Days later, the Trump gang ordered a drone attack, killing popular Iranian general Qassem Soleimani and an Iraqi militia leader on Iraqi soil. Soleimani was a decisive figure in the defeat of the I.S. Millions of Iraqis and Iranians marched in protest and took to the streets to commemorate Soleimani’s funeral.

Javad Zarif, Minister of Foreign Affairs for the Islamic Republic of Iran, said in an interview (posted on Facebook) that the criminal assassination of such a respected figure marked a permanent turning point for the U.S. military presence there: “The United States has to wake up to the fact that the people of this region are enraged, that the people of this region want the United States out.”
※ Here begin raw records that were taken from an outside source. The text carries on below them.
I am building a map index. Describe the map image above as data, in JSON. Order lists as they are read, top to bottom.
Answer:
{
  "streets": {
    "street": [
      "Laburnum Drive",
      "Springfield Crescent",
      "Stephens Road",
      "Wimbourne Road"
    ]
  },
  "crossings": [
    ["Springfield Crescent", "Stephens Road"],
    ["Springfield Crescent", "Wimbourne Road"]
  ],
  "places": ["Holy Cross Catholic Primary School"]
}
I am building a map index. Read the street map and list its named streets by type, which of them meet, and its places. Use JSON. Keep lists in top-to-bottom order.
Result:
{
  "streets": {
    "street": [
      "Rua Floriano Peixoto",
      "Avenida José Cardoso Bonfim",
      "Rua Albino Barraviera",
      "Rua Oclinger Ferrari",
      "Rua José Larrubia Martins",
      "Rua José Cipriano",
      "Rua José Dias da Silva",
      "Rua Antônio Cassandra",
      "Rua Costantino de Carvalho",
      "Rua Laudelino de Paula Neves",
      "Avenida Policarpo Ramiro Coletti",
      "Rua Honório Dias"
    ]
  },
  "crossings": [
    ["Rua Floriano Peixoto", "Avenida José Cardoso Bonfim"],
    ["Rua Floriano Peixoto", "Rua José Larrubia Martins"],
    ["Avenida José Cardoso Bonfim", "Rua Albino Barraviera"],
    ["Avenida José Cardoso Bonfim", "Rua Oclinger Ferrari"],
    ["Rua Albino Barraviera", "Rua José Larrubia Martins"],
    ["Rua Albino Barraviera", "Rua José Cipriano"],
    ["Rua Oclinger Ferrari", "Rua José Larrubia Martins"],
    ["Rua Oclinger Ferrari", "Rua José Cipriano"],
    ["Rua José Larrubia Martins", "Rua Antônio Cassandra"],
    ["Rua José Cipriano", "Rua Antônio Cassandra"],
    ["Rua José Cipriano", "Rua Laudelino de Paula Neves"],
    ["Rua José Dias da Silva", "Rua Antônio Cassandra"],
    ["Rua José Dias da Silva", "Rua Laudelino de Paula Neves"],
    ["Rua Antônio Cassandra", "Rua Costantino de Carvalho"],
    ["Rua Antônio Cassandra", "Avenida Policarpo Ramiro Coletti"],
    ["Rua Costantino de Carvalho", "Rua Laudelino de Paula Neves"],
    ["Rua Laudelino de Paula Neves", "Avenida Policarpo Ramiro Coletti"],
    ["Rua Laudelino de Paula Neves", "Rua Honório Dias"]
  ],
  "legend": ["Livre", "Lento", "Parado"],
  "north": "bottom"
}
People’s China is another important ally of the Iraqi people through its Belt and Road Initiative. Since the COVID-19 pandemic, the price of oil crashed, and Iraq’s economy contracted by 12%. Iraq’s state oil company struck a $2 billion deal this month to supply the Chinese oil company ZenHua with crude petroleum for five years at a premium price and allows the Iraqi state to determine the logistics and timeline for the exchange.

International solidarity

One day, the Iraqi people’s revolutionary struggle for national self-determination will drive every last occupying soldier out of Iraq. The U.S. working class has a role to play in this fight by waging our own revolutionary struggle to make it impossible for the capitalists to keep up this colonial project and to disarm the bourgeoisie and dismantle their war machine.

Simply put, the U.S. working class and the Iraqi people have a common enemy in the U.S. imperialist regime. The same system whose police murder Black children in the streets of Philadelphia sent its troops to murder Iraqi children in Fallujah, Basra, Mosul and Baghdad.